[[ STORED DATA open ]]

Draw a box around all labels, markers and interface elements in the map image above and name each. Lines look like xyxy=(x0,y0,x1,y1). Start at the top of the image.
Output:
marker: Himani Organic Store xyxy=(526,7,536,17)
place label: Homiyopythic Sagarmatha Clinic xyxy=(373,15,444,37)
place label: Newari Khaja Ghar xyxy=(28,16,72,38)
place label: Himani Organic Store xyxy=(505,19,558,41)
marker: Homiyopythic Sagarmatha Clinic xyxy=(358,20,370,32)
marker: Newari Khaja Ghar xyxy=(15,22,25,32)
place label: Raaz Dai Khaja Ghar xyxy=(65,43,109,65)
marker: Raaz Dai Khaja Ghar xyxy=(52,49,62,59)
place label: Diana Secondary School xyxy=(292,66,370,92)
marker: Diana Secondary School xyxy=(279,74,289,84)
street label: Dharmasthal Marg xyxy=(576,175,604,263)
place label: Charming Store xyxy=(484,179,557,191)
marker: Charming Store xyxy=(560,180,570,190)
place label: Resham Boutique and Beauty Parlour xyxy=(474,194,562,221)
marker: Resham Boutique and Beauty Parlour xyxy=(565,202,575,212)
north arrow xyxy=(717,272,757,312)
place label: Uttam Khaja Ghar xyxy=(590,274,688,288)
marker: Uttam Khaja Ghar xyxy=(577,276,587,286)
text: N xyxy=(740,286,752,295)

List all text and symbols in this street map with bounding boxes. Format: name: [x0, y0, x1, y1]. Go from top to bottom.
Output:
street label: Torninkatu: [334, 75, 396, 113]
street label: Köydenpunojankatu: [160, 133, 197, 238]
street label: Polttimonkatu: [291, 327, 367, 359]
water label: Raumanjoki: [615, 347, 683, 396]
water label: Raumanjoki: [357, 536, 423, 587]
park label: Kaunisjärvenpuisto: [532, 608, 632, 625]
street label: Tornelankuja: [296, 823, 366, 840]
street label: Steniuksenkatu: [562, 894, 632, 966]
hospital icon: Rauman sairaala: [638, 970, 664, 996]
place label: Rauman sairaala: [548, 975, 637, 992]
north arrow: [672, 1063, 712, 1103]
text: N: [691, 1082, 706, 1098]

[[ STORED DATA closed ]]

* WORK TO COMPLETE
Retype exactly the lines from the start of the entries through the one with "List all text"; include both ends.

* TASK OUTPUT
Draw a box around all labels, markers and interface elements in the map image above and name each. Lines look like xyxy=(x0,y0,x1,y1). Start at the top of the image.
Output:
marker: Himani Organic Store xyxy=(526,7,536,17)
place label: Homiyopythic Sagarmatha Clinic xyxy=(373,15,444,37)
place label: Newari Khaja Ghar xyxy=(28,16,72,38)
place label: Himani Organic Store xyxy=(505,19,558,41)
marker: Homiyopythic Sagarmatha Clinic xyxy=(358,20,370,32)
marker: Newari Khaja Ghar xyxy=(15,22,25,32)
place label: Raaz Dai Khaja Ghar xyxy=(65,43,109,65)
marker: Raaz Dai Khaja Ghar xyxy=(52,49,62,59)
place label: Diana Secondary School xyxy=(292,66,370,92)
marker: Diana Secondary School xyxy=(279,74,289,84)
street label: Dharmasthal Marg xyxy=(576,175,604,263)
place label: Charming Store xyxy=(484,179,557,191)
marker: Charming Store xyxy=(560,180,570,190)
place label: Resham Boutique and Beauty Parlour xyxy=(474,194,562,221)
marker: Resham Boutique and Beauty Parlour xyxy=(565,202,575,212)
north arrow xyxy=(717,272,757,312)
place label: Uttam Khaja Ghar xyxy=(590,274,688,288)
marker: Uttam Khaja Ghar xyxy=(577,276,587,286)
text: N xyxy=(740,286,752,295)

List all text and symbols in this street map with bounding boxes. Format: name: [x0, y0, x1, y1]. Go from top to bottom.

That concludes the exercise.